[PROBLEM STATEMENT]
Please filter the data below down to the lines holding the string "absolute".
───
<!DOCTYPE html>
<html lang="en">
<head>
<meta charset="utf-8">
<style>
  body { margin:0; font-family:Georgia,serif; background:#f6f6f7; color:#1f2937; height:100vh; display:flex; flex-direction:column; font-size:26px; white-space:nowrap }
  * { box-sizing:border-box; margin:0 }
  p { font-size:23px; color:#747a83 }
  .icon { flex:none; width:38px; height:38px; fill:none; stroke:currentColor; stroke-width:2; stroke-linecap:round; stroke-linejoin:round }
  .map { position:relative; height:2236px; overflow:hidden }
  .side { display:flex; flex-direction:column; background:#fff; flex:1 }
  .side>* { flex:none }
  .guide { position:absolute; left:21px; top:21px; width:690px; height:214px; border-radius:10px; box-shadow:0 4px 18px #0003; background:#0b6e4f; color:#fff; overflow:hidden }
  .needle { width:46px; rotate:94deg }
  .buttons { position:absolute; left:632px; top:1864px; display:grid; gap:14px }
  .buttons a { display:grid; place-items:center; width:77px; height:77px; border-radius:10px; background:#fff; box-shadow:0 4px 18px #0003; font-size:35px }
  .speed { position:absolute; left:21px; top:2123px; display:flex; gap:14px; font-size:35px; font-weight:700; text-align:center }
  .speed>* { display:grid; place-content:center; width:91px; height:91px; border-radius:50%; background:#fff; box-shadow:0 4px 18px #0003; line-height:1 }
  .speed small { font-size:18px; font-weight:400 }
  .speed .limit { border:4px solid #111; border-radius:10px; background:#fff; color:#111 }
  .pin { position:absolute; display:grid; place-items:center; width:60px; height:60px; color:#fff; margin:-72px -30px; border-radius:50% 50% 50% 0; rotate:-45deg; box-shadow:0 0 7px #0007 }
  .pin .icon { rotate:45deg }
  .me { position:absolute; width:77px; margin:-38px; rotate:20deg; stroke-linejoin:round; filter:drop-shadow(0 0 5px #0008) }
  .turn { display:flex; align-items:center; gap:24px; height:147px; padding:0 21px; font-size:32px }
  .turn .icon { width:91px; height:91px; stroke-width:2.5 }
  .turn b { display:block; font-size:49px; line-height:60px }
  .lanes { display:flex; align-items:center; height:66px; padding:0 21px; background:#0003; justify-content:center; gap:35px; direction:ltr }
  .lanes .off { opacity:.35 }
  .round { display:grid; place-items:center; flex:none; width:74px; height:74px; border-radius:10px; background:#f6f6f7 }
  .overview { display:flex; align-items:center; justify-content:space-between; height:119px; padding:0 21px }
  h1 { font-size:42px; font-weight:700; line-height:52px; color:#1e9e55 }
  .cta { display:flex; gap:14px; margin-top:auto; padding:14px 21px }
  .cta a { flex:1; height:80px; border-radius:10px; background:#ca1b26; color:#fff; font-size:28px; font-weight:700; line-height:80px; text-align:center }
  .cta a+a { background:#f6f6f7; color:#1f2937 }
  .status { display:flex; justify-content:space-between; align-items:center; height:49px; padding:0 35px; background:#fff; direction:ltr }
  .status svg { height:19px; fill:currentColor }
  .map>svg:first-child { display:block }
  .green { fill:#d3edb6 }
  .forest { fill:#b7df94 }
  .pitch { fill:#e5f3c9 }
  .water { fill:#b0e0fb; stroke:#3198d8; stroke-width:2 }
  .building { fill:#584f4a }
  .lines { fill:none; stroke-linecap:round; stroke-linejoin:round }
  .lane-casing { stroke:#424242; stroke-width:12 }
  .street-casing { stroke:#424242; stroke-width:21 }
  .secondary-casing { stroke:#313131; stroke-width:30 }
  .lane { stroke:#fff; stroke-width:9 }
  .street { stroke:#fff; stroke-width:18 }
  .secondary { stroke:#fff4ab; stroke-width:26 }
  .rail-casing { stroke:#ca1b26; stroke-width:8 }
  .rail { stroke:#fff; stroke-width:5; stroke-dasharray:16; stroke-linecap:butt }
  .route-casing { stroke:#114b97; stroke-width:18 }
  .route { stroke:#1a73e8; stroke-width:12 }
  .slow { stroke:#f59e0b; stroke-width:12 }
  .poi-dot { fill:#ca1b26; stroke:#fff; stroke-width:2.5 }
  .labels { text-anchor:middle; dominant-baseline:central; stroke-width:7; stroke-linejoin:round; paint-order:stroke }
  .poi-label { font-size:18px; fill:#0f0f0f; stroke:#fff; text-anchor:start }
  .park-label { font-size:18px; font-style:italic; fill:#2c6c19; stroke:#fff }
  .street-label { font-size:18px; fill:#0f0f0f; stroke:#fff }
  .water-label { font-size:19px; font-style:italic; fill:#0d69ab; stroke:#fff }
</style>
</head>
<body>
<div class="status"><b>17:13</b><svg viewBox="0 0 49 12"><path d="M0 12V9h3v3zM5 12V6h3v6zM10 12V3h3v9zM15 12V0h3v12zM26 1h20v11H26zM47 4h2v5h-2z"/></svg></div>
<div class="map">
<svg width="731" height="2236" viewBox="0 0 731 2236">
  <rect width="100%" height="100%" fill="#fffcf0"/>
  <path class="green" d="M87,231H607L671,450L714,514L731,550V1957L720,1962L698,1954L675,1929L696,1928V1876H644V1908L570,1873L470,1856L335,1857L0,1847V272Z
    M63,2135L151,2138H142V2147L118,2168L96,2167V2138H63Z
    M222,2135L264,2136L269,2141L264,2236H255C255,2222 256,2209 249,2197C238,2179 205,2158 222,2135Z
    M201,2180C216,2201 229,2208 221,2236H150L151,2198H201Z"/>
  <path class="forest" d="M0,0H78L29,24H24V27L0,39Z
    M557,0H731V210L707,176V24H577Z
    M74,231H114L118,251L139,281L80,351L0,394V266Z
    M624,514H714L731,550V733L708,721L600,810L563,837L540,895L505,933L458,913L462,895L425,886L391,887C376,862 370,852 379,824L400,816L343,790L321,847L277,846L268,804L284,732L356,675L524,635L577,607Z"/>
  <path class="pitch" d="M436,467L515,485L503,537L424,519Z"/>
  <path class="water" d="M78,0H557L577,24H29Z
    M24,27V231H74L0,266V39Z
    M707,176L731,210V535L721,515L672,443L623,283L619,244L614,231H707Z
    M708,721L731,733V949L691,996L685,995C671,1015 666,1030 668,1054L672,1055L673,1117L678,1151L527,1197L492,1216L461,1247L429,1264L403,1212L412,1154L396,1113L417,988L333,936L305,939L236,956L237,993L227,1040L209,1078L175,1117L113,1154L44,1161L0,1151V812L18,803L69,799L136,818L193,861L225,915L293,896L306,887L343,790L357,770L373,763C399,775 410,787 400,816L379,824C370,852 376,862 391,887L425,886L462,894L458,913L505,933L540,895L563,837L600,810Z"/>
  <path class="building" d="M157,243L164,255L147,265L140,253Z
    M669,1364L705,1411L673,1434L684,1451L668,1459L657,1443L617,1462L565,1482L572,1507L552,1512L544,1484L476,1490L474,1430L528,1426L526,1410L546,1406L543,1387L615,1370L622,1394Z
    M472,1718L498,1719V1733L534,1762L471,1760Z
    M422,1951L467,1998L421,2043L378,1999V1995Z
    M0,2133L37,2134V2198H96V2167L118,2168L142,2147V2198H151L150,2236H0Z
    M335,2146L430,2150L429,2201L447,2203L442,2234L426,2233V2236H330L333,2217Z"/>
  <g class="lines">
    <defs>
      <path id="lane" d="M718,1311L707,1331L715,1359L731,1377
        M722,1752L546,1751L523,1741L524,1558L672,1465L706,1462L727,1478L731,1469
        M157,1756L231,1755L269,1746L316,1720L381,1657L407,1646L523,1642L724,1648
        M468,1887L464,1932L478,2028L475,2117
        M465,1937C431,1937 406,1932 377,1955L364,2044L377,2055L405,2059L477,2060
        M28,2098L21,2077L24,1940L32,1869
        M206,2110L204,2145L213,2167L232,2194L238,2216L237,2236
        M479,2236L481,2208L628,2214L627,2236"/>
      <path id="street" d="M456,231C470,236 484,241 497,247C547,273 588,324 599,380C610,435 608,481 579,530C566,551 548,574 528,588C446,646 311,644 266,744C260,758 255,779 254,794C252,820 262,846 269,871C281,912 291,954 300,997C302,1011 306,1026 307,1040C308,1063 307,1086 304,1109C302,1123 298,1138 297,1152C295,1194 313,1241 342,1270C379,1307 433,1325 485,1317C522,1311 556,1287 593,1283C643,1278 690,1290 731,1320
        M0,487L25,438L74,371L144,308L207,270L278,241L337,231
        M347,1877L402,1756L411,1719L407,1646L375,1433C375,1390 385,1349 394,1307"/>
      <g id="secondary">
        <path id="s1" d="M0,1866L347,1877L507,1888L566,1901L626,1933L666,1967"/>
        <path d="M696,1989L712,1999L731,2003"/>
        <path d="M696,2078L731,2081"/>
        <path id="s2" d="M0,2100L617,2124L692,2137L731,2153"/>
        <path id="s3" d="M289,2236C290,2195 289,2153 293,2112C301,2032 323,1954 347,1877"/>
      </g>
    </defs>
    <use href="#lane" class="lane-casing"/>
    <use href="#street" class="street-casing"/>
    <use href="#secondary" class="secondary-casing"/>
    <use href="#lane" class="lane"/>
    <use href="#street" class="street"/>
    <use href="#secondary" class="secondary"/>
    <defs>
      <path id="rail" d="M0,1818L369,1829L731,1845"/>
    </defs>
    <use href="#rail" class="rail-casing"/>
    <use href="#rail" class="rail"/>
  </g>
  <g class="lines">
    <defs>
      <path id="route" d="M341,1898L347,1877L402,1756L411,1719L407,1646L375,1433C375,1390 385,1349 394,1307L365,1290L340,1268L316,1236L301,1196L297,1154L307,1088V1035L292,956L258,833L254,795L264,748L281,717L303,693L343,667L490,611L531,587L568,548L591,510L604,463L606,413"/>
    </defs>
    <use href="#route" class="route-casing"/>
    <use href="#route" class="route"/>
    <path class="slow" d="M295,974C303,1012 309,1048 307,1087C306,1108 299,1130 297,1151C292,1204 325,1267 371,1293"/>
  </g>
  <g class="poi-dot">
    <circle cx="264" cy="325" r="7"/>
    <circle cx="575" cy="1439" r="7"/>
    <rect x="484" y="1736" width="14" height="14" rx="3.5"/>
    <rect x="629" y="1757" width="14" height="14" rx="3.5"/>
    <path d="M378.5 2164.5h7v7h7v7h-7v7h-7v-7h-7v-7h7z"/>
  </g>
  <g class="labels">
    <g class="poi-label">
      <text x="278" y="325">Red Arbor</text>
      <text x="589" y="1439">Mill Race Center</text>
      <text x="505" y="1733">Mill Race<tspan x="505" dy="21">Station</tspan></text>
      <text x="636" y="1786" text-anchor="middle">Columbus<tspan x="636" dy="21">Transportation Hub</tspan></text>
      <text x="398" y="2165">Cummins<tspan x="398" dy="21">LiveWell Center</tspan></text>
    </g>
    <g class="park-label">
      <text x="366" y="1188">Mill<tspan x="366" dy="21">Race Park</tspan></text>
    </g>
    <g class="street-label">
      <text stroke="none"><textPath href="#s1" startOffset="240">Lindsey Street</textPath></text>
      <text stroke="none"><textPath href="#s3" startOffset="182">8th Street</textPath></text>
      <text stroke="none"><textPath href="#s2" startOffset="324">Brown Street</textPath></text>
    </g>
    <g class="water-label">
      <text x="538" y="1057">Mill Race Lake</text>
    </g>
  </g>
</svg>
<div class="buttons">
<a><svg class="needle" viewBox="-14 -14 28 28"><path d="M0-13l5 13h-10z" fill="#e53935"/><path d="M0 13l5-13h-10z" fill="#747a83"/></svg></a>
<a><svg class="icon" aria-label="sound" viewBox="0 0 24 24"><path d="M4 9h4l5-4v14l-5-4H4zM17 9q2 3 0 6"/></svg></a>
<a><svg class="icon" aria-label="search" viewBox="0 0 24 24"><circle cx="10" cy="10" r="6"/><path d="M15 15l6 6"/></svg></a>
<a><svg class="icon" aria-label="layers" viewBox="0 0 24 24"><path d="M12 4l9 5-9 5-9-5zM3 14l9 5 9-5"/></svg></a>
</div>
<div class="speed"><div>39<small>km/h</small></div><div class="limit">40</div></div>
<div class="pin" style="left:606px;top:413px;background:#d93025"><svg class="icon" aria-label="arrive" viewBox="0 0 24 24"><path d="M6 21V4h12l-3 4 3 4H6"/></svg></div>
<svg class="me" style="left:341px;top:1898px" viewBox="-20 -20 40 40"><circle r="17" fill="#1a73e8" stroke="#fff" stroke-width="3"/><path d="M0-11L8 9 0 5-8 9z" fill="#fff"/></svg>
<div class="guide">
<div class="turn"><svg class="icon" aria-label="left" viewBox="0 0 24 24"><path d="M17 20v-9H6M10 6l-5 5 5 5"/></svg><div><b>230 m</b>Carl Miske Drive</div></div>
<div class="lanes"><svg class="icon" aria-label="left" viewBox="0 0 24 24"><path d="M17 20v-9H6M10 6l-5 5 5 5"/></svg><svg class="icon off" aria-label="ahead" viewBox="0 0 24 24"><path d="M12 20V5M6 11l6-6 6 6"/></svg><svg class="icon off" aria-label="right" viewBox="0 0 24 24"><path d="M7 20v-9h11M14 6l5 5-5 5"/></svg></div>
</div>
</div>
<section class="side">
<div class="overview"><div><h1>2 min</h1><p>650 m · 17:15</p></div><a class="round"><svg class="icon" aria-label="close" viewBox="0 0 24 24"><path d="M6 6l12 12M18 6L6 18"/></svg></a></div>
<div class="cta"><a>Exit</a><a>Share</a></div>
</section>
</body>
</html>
───
[EXERCISE RESPONSE]
  .guide { position:absolute; left:21px; top:21px; width:690px; height:214px; border-radius:10px; box-shadow:0 4px 18px #0003; background:#0b6e4f; color:#fff; overflow:hidden }
  .buttons { position:absolute; left:632px; top:1864px; display:grid; gap:14px }
  .speed { position:absolute; left:21px; top:2123px; display:flex; gap:14px; font-size:35px; font-weight:700; text-align:center }
  .pin { position:absolute; display:grid; place-items:center; width:60px; height:60px; color:#fff; margin:-72px -30px; border-radius:50% 50% 50% 0; rotate:-45deg; box-shadow:0 0 7px #0007 }
  .me { position:absolute; width:77px; margin:-38px; rotate:20deg; stroke-linejoin:round; filter:drop-shadow(0 0 5px #0008) }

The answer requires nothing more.